All we could think about was how to save this historic house from the developer.
But wait, there’s more. For those of you who have renovated homes, you know it’s not easy to get accurate estimates. You really need to know exactly what you want from the choice of siding and insulation, right down to the switch plates. If you just ask, “how much will it cost to renovate this house,” the only response you’ll get is, “it depends.” And they’re right, it does depend.
Needless to say, after an absurd amount of due diligence, we came up with three plans. A basic renovation that would get the house functional to modern standards. A moderate renovation, that would get us a couple of decent bathrooms and finally, a dream renovation, which would make the house look like a Pinterest board.
Keep in mind, this house has been in one family since 1890. It has great bones but was not well updated by the owners.
The cost of the basic renovation was through the roof (no pun intended). The total cost of the home after a basic renovation would exceed the market value of similar size homes in the neighborhood by over 70%. Forget the moderate renovation. Who exactly owns those homes on Pinterest?
We even had someone from America’s favorite home renovation show come up and look at it. Even they were stunned by the dirt basement…and wait for it…the outhouse. The owners had indoor plumbing but never bothered to take down the outhouse. When these guys are stunned, you know there’s a problem.
If you ever wondered why historic homes get demolished, this is why. Needless to say, the developer won. And now, with heavy hearts, we wait to see it demolished.
So, the only thing to do now is to have you join me in a chocolate dessert. I give you ‘Dark Chocolate Cakes with Blackberry Honey Sauce and Chantilly Cream’
And, if you have your own house stories, please share…would love to hear them…

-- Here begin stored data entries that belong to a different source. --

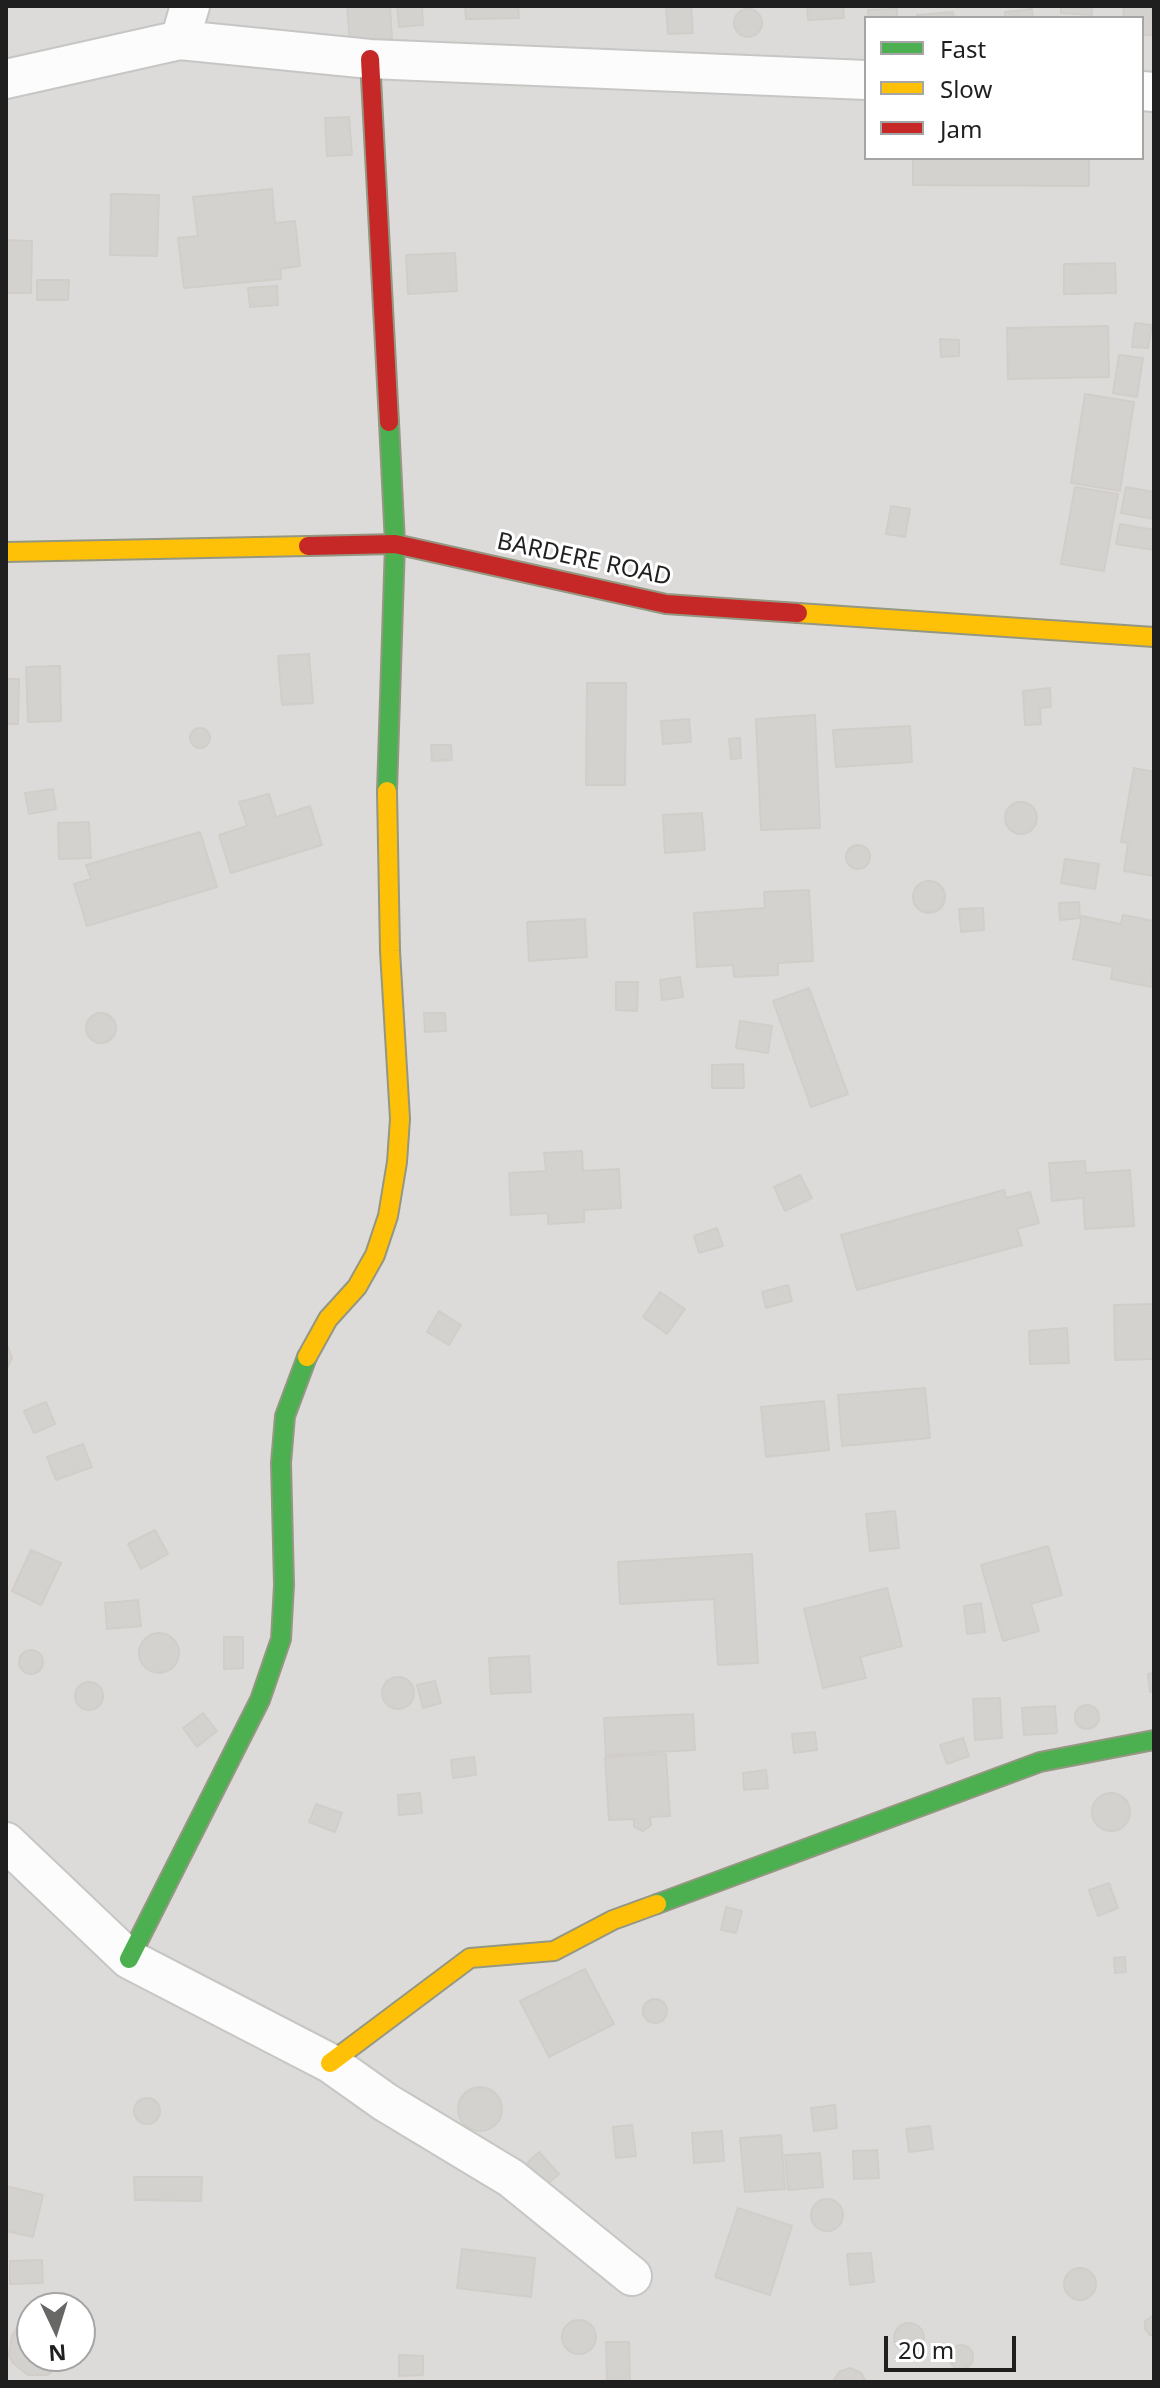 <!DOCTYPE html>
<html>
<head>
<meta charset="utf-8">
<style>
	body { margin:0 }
	#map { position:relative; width:1160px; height:2388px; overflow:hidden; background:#eeece8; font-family:"Noto Sans",sans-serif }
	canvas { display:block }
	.frame { position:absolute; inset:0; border:8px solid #1f1f1f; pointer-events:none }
	.legend { position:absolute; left:864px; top:16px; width:280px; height:144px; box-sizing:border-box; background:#fff; border:2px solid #a5a5a5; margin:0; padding:10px 14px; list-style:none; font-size:24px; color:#1f1f1f }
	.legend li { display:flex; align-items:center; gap:16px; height:40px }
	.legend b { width:40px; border:2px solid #a5a5a5 }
	.north { position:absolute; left:16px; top:2292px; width:80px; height:80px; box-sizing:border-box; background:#fff; border:2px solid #a5a5a5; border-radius:50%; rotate:176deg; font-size:22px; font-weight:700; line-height:32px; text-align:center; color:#1f1f1f }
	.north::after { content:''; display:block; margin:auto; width:28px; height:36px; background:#676765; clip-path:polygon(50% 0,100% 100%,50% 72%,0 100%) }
	.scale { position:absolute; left:884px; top:2336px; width:132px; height:36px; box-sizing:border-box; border:4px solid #1f1f1f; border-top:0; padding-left:10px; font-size:24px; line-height:28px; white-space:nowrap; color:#1f1f1f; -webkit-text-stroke:6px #fff; paint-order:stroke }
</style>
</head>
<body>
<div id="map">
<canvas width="1160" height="2388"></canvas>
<div class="frame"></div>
<ul class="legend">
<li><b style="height:10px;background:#4caf50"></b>Fast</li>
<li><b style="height:10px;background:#ffc107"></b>Slow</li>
<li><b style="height:10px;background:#c62828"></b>Jam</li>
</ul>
<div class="north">N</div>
<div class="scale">20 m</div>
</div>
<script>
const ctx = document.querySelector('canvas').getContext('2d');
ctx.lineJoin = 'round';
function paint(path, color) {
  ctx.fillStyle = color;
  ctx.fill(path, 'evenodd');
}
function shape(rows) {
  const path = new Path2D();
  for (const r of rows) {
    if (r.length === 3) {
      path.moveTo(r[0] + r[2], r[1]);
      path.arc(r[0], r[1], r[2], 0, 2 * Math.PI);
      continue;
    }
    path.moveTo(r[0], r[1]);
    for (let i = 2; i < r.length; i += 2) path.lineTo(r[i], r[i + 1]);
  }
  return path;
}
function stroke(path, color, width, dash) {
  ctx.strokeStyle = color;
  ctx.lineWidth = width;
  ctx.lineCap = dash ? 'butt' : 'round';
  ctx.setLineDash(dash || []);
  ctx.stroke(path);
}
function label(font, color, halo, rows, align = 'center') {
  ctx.font = font + ' "Noto Sans",sans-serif';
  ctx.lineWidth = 6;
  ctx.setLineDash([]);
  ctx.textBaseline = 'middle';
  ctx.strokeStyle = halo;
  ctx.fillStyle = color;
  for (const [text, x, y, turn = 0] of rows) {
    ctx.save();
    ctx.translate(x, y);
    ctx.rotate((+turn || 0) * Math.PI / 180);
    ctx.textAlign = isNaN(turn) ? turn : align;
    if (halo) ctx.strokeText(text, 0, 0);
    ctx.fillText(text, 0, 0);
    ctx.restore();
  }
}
const residential = shape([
	[6,6,1154,6,1154,2382,6,2382],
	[866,18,1142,18,1142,158,866,158],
	[32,2308,80,2308,80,2356,32,2356]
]);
const building = shape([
	[347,6,390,6,392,39,350,42,347,6],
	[397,6,422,6,423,25,399,27,397,6],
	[465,6,518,6,519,18,466,19,465,6],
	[691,6,693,33,668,34,666,7,691,6],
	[807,6,843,6,844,18,808,20,807,6],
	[1061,6,1092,6,1092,15,1061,13,1061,6],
	[1123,6,1152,6,1153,35,1142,35,1142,18,1124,18,1123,6],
	[748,23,14],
	[897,9,897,18,869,18,868,10,897,9],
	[1032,9,1033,18,1005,18,1005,12,1032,9],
	[953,12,954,18,917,18,917,15,953,12],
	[349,117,352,155,327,156,325,118,349,117],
	[913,158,1089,158,1089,186,913,185,913,158],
	[272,189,275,223,295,221,300,266,280,269,281,279,184,288,178,238,198,236,193,197,272,189],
	[111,194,159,195,157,256,110,255,111,194],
	[6,240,32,241,31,293,6,293,6,240],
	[455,253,457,291,408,294,406,255,455,253],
	[1115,263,1116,293,1064,294,1064,264,1115,263],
	[37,280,69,280,68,300,37,300,37,280],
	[277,286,278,305,250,307,248,288,277,286],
	[1135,323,1152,325,1148,348,1132,347,1135,323],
	[1108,326,1109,377,1008,379,1007,328,1108,326],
	[940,339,959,340,959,356,941,357,940,339],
	[1119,355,1143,358,1137,397,1113,393,1119,355],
	[1085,394,1134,402,1120,491,1071,483,1085,394],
	[1075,487,1118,494,1104,571,1061,564,1075,487],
	[1126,487,1154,492,1154,519,1121,513,1126,487],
	[891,506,910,509,905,537,886,534,891,506],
	[1120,524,1154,530,1154,550,1116,544,1120,524],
	[309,654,313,703,282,705,278,656,309,654],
	[60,666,61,721,28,722,26,667,60,666],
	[6,679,19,679,18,724,6,724,6,679],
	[587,683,626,683,625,785,586,785,587,683],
	[1050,688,1051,707,1040,708,1041,724,1025,725,1023,691,1050,688],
	[815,715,820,828,761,830,756,719,815,715],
	[689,719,691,742,663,744,661,721,689,719],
	[910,726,912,762,836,767,833,730,910,726],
	[200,738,10],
	[740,738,741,758,731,759,729,739,740,738],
	[431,745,451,745,452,760,432,761,431,745],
	[1134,768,1154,772,1154,876,1124,871,1128,843,1121,842,1134,768],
	[53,789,56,809,29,814,25,793,53,789],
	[269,794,276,817,310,806,322,845,231,873,219,835,247,826,239,802,269,794],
	[1021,818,16],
	[702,813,705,850,665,853,663,815,702,813],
	[89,822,91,858,59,859,58,823,89,822],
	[200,832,217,887,87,926,74,884,91,879,86,865,200,832],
	[858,857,12],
	[1065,859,1099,864,1095,889,1061,883,1065,859],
	[929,897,16],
	[809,890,813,961,778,963,778,975,734,977,733,965,697,967,694,913,765,908,764,892,809,890],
	[1079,902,1080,918,1060,920,1059,903,1079,902],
	[983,908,984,930,961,932,959,909,983,908],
	[1123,915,1154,921,1152,987,1111,979,1113,967,1073,959,1082,916,1121,924,1123,915],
	[585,919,587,957,529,961,527,922,585,919],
	[680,977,683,997,662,1000,660,980,680,977],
	[616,982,638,982,637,1011,616,1010,616,982],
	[809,988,848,1094,811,1107,773,1001,809,988],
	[101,1028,15],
	[424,1013,445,1013,446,1031,425,1032,424,1013],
	[740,1021,772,1026,768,1053,736,1048,740,1021],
	[743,1064,744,1088,712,1088,712,1065,743,1064],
	[582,1151,583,1171,619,1169,621,1208,584,1210,584,1222,548,1224,548,1213,511,1215,509,1173,546,1171,544,1153,582,1151],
	[1085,1161,1086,1173,1130,1170,1134,1226,1085,1229,1083,1198,1052,1201,1049,1163,1085,1161],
	[800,1175,812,1198,785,1211,774,1187,800,1175],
	[1004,1190,1006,1198,1030,1192,1039,1223,1017,1229,1022,1245,857,1290,841,1235,1004,1190],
	[717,1228,723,1246,699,1253,694,1236,717,1228],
	[788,1285,792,1301,766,1308,762,1292,788,1285],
	[660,1292,685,1309,667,1334,643,1317,660,1292],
	[1154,1304,1154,1359,1115,1360,1114,1305,1154,1304],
	[439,1311,461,1325,449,1345,427,1332,439,1311],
	[1067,1328,1069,1363,1030,1364,1029,1331,1067,1328],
	[6,1342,12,1358,6,1370,6,1342],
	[925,1388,930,1438,842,1446,838,1395,925,1388],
	[824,1401,829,1450,766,1457,761,1407,824,1401],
	[46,1402,55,1424,34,1433,24,1411,46,1402],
	[83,1444,92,1467,56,1480,47,1457,83,1444],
	[895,1511,899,1548,870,1551,866,1514,895,1511],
	[155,1530,168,1554,141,1569,128,1544,155,1530],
	[1048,1546,1062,1595,1031,1604,1039,1631,1003,1641,981,1565,1048,1546],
	[31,1550,61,1563,41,1605,12,1591,31,1550],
	[752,1554,758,1663,718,1665,714,1599,620,1604,618,1562,752,1554],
	[887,1588,902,1646,860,1657,866,1678,823,1688,804,1609,887,1588],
	[138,1600,141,1626,107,1629,105,1603,138,1600],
	[981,1603,985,1632,967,1634,964,1606,981,1603],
	[159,1653,20],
	[224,1637,243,1637,243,1668,224,1669,224,1637],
	[31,1662,12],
	[529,1656,531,1692,491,1694,489,1658,529,1656],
	[1154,1673,1154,1691,1150,1692,1148,1674,1154,1673],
	[398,1693,16],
	[435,1681,441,1703,423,1708,417,1685,435,1681],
	[89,1696,14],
	[1000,1698,1002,1738,975,1740,973,1699,1000,1698],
	[1087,1717,12],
	[1055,1706,1057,1733,1024,1735,1022,1708,1055,1706],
	[203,1713,217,1731,197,1747,183,1728,203,1713],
	[693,1714,695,1750,606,1755,604,1718,693,1714],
	[815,1732,817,1750,794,1753,792,1734,815,1732],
	[963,1738,969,1756,947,1764,940,1745,963,1738],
	[666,1754,670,1816,650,1817,651,1825,643,1831,634,1827,634,1819,609,1820,605,1757,666,1754],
	[474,1757,476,1775,453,1778,451,1760,474,1757],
	[766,1770,768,1788,744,1790,743,1773,766,1770],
	[420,1793,422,1813,399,1815,398,1795,420,1793],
	[1111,1812,19],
	[316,1804,342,1813,335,1832,309,1822,316,1804],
	[1109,1883,1118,1908,1098,1916,1089,1890,1109,1883],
	[726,1907,742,1911,736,1933,721,1930,726,1907],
	[1125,1957,1126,1972,1115,1973,1114,1958,1125,1957],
	[585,1969,614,2024,549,2057,520,2001,585,1969],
	[655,2011,12],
	[480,2109,22],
	[147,2111,13],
	[835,2105,837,2128,814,2131,811,2108,835,2105],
	[632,2125,636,2156,616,2158,613,2127,632,2125],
	[930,2126,933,2149,909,2152,906,2129,930,2126],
	[722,2131,724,2161,694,2163,692,2133,722,2131],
	[781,2135,785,2189,745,2192,740,2138,781,2135],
	[877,2150,879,2178,854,2179,853,2151,877,2150],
	[539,2152,559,2174,546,2185,527,2163,539,2152],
	[820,2153,823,2187,788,2190,785,2155,820,2153],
	[134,2177,202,2177,201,2201,135,2200,134,2177],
	[6,2186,43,2195,33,2237,6,2231,6,2186],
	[827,2215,16],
	[738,2208,792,2226,770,2295,715,2277,738,2208],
	[462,2249,535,2258,531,2297,457,2288,462,2249],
	[871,2253,874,2282,850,2285,847,2254,871,2253],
	[42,2260,43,2283,10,2284,10,2261,42,2260],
	[1080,2284,16],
	[1154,2315,1154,2335,1150,2335,1145,2329,1145,2321,1154,2315],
	[32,2320,32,2356,64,2356,55,2370,47,2375,28,2375,13,2363,9,2355,12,2335,17,2328,32,2320],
	[579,2337,17],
	[909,2338,15],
	[606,2342,629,2342,630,2382,607,2382,606,2342],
	[961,2357,12],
	[399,2355,423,2356,423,2375,399,2376,399,2355],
	[850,2368,861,2373,866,2382,833,2382,839,2372,850,2368]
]);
const street = shape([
	[180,40,190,6],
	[6,79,180,40,370,59,866,80],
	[1142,91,1154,92],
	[6,1842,129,1959,330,2063,385,2102,511,2178,632,2276]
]);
const fast = shape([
	[387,791,395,544,389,422],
	[657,1904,1040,1762,1154,1740],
	[129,1959,260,1700,281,1639,284,1585,281,1463,285,1416,307,1357]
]);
const slow = shape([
	[6,552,308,546],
	[798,613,1154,637],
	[307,1357,328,1319,357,1287,375,1255,388,1216,397,1162,400,1119,390,951,387,791],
	[330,2063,470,1958,554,1951,613,1920,657,1904]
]);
const jam = shape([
	[370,59,389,422],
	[308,546,395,544,666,604,798,613]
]);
const streetNames = [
	["BARDERE ROAD",584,560,12]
];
paint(residential, '#dddbd9');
paint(building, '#d4d2cf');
stroke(building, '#d1ceca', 2);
stroke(street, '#c6c6c4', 42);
stroke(fast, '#949781', 22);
stroke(slow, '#949781', 22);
stroke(jam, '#949781', 22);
stroke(street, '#fcfcfc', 38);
stroke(fast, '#4caf50', 18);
stroke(slow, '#ffc107', 18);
stroke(jam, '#c62828', 18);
label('24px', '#1f1f1f', '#fff', streetNames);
</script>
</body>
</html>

Dark Chocolate Cakes with Blackberry Honey Sauce and Chantilly Cream
13 tbs. butter (185 g) butter, unsalted
1 1/3 c (185 g) dark chocolate, chopped
1/2 c less 3 tsp (50 g) flour
1/4 tsp (2 g) baking powder
3 egg yolks
1/2 c less 2 tbs (75 g) sugar
2 pints blackberries, washed and pureed
fresh local honey to taste
splash of vanilla extract
extra butter for greasing the pan
3 tbs cocoa powder for flouring the pan
Butter five 4” baking tins and dust with cocoa powder
Melt butter and chooclate together and stir until blended. Set aside to cool.
Mix the flour and baking powder together.
Whisk the egg yolks and the flour/ baking powder into the melted chocolate and butter mixture, by hand.
In the bowl of a stand mixer fitted with the paddle attachment, add the sugar and eggs and beat on medium high for about 8 minutes.
Fold the chocolate mixture into the egg/sugar mixture.
Fill pans 2/3 full.
Bake for 12-14 minutes until the sides are set but the center is still a bit soft.
Remove and cool
Serve with blackberry sauce and chantilly cream ( see below)
Puree 2 pints of blackberries in a food processor. Strain to through a fine mesh sieve to remove the seeds. Mix seedless sauce with local honey to taste.
Whip 1 cup heavy cream with 2 tbs (or more) sugar and a splash on vanilla extract until thick and creamy.
The cakes are best eaten warm but can be cooled, stored and gently reheated in the microwave until slightly warm.